A few days ago, Avast Free prompted me to update to the new version of the program. It was not a usual virus definition update but one that required a restart. Current version of Avast now 7.0.1451.

After that, the computer freezes up at regular intervals. For example, if I am chatting in MSN, the window would turn blank(none of the chat text visible), Firefox also goes blank, nothing responds untill I turn off the power. Sometimes the lock up also locks up MS Word 2007, not allowing to save. 
After restart the Autiosave copy does not open. 

Also, System Restore does not work any more(does not create any system restore points) and Task manager also won't respond during the lock up. After restart, the system restore still has only a restore point of the current day only and none in the past. 

I ran a scan with MalwareBytes and nothing came up as infected. 
Avast's own scans (quick and full scans, did both) show no infections. 

Please, help me find what could be wrong! Avast is the only program that I've installed recently. 

My system stats: 

Tech Support Guy System Info Utility version 1.0.0.2
OS Version: Microsoft Windows XP Professional, Service Pack 3, 32 bit
Processor: Intel(R) Celeron(R) CPU 2.40GHz, x86 Family 15 Model 2 Stepping 9
Processor Count: 1
RAM: 1021 Mb
Graphics Card: Intel(R) 82845G/GL/GE/PE/GV Graphics Controller, 64 Mb
Hard Drives: C: Total - 24583 MB, Free - 4350 MB; D: Total - 51764 MB, Free - 48107 MB;
Motherboard: Dell Computer Corp.,
Antivirus: avast! Antivirus, Updated: Yes, On-Demand Scanner: Enabled

Thank you in advance. Hope this was the right forum to post to.


----------



## blues_harp28 (Jan 9, 2005)

Hi and welcome.
Some time ago [3-4 months] the Avast upgrade to version 7, was causing some problem.
I use Avast on one of my Pc's and it happened to me but a re-install of Avast solved the problem.

Uninstall Avast from Add-Remove programs - check if MS Word and Task Manager etc now work Ok.
Then try a re-install of Avast or download either Avira Free Antivirus
http://www.avira.com/en/avira-free-antivirus
Or
Microsoft Security Essentials.
http://windows.microsoft.com/en-US/windows/products/security-essentials

Let us know if any of the above helps.


----------



## Byteman (Jan 24, 2002)

Just today, one customer I have brought in a problem pc with Avast free which had just been upgraded to the new version 7.

Not able to run Explorer shell , shut down repeatedly, had to use Task Manager for everything including trying to restart.

Did the complete removal with their tool, RevoUninstaller once, fresh download, seemed to install really well, OK for a few minutes but started doing the same thing so I ended up removing again and putting in another program.

I have not seen any posts in their forum yet about a really recent (last few days) problem. That computer was running Vista Home Premium w/SP2 on a Dell ordinary *64-bit* platform. There sure were some bugs in the new version>

As soon as Avast was removed the symptoms cleared up. Shame too, I use it on lots of PC's!

Edit to add> http://forum.avast.com/index.php?topic=97889.0


----------



## nahasf (Aug 20, 2007)

Got the same problem with the update of Avast 7. Weird behaviour, text dissapearing. I had similar problems with 2 of my computer and I concluded it was the update of the Avast 7 that was the culprit. I restored one computer to an older version and it was OK.
I installed AVG on the other one. AVG is slower but I won't touch Avast until that problem is recognized and corrected.
Running XP3


----------



## flavallee (May 12, 2002)

ditzyblonde said:


> A few days ago, Avast Free prompted me to update to the new version of the program. It was not a usual virus definition update but one that required a restart. Current version of Avast now 7.0.1451.

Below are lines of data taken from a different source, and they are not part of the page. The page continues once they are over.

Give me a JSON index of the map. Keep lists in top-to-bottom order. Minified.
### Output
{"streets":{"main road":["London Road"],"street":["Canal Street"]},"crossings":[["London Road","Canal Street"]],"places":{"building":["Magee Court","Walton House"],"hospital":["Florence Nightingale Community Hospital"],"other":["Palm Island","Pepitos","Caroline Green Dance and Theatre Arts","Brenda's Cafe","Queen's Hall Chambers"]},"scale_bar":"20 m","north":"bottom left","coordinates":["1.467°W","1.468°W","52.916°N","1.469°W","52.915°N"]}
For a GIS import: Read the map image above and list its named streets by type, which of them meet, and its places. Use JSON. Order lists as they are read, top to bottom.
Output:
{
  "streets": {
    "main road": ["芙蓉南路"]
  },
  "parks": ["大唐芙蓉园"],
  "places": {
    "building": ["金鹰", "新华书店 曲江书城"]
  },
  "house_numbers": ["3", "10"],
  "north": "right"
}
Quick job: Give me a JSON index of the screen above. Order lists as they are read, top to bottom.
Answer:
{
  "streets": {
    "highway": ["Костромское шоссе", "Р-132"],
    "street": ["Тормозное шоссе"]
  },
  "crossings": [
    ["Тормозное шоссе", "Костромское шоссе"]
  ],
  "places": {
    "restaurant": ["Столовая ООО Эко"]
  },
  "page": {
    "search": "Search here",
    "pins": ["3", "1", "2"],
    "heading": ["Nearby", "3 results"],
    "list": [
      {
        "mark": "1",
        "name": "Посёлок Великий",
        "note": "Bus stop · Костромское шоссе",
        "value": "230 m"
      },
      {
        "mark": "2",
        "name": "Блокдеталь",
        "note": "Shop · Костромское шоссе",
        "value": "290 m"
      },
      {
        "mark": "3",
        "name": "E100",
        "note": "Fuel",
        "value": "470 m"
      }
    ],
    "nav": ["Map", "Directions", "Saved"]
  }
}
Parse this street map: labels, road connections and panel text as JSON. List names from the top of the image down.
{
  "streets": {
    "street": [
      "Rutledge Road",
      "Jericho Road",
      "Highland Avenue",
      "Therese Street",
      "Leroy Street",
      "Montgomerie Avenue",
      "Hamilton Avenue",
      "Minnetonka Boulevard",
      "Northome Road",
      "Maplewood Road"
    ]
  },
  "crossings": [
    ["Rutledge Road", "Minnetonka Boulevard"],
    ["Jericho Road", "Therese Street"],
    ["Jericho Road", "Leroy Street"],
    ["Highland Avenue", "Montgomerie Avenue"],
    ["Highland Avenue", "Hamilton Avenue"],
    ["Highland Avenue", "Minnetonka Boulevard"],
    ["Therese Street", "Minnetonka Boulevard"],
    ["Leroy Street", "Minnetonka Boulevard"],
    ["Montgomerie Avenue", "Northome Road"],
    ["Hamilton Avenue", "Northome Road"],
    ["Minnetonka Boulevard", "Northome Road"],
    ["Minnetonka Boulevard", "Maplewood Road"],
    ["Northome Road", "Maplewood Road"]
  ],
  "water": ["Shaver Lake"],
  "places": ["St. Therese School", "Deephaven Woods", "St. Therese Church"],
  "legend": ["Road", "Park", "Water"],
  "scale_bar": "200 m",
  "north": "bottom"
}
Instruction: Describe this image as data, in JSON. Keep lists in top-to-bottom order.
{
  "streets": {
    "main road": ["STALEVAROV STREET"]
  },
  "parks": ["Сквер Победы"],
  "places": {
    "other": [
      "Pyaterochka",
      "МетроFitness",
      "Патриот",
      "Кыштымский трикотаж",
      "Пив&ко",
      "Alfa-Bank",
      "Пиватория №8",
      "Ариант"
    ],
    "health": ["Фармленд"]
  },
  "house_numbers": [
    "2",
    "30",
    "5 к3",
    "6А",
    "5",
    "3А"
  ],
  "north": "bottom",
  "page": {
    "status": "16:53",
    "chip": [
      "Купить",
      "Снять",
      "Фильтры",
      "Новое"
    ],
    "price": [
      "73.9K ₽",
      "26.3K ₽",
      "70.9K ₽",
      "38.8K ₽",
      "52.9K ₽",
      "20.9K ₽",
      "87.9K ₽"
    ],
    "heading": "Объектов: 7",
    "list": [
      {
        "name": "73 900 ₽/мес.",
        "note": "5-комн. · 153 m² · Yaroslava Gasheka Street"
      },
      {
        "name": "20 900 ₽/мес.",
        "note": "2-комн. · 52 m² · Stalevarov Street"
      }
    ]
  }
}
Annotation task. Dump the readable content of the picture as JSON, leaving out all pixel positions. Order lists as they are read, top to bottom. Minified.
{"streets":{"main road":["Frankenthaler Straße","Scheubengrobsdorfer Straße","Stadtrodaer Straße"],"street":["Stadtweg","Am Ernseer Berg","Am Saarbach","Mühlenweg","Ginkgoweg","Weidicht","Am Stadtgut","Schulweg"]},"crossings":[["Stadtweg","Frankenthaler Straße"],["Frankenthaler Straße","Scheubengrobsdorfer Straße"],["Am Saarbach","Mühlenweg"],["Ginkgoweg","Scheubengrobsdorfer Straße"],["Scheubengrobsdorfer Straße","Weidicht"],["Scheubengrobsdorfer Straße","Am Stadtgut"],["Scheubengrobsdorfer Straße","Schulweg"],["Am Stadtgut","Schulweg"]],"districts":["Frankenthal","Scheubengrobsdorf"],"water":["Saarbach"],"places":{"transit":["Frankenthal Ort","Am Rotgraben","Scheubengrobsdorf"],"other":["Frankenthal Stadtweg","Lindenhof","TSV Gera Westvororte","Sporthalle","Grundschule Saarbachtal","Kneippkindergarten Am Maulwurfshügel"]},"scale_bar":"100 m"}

The current version is now *7.0.1456*.

Here is the changelog:

* Fixed memory leak in aswMon2 driver
* Fixed problem with random opening of the SafeZone
* Fixed SSL connection issues with SMTP
* Fixed blocking of Internet access
* Fixed missing "Additional protection" tab
* Fixed crashes in Outlook
* Fixed some BSODs

----------------------------------------------------------

I'll stick with *Microsoft Security Essentials 4.0.1526.0*.

----------------------------------------------------------


----------



## Wizneup (Jul 6, 2012)

When I booted my laptop last night, I heard something like this, "An unidentified threat has been noticed." I can't remember the exact words. Anyways, I went into my Avast software and didn't see any so-called "warnings" but I did notice that it needed to be updated so I clicked the link but after uploading it's like the program disappeared from my taskbar and it said my computer was unsecured. So I clicked "Fix Now" in the Avast software window nd that didn't work either. So I called Avast tech support and they told me my Windows registry needed to be repaired and that they could fix that problem remotely for $99. I declined their offer but I'm not a techie so I'm going to have to take it to someone for repairs. So, when I go to my other computer (desktop) and pull up their software it says that my system is protected but that my software is "not connected to any account." What the heck is going on? My paid subscription with Avast is good through December 2012.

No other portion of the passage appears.